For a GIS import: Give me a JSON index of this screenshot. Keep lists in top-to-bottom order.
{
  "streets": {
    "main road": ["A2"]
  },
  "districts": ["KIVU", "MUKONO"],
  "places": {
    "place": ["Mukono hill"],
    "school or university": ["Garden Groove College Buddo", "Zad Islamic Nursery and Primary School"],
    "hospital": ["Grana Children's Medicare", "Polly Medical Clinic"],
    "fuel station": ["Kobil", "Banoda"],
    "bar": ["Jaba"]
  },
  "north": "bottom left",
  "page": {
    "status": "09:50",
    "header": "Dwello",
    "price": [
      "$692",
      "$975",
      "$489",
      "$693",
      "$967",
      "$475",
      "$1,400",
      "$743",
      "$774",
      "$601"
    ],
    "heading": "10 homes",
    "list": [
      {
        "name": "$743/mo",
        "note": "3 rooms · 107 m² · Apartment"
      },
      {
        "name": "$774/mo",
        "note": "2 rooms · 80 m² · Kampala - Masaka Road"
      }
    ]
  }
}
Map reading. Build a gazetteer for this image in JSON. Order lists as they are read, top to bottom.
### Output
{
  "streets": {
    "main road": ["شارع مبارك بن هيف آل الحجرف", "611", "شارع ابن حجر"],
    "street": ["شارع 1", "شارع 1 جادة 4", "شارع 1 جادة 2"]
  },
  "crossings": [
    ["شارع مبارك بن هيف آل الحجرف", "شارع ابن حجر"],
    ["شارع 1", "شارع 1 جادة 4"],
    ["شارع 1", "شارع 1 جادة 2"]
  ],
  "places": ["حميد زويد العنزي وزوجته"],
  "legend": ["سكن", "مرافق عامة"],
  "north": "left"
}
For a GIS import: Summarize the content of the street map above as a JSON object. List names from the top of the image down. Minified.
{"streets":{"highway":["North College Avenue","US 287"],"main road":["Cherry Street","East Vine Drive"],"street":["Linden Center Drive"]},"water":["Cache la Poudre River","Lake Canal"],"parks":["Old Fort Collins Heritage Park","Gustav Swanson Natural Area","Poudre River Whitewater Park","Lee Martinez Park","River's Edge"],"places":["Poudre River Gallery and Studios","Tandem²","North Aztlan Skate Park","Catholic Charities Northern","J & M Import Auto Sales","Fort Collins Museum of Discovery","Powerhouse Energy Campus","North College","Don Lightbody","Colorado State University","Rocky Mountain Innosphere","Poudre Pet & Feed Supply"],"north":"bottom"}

* _TASK PROMPT_
Output exactly the lines from the one holding "For a GIS import: Summarize" to the end of the material above, with both ends included.

* _RESULT FOR THIS TASK_
For a GIS import: Summarize the content of the street map above as a JSON object. List names from the top of the image down. Minified.
{"streets":{"highway":["North College Avenue","US 287"],"main road":["Cherry Street","East Vine Drive"],"street":["Linden Center Drive"]},"water":["Cache la Poudre River","Lake Canal"],"parks":["Old Fort Collins Heritage Park","Gustav Swanson Natural Area","Poudre River Whitewater Park","Lee Martinez Park","River's Edge"],"places":["Poudre River Gallery and Studios","Tandem²","North Aztlan Skate Park","Catholic Charities Northern","J & M Import Auto Sales","Fort Collins Museum of Discovery","Powerhouse Energy Campus","North College","Don Lightbody","Colorado State University","Rocky Mountain Innosphere","Poudre Pet & Feed Supply"],"north":"bottom"}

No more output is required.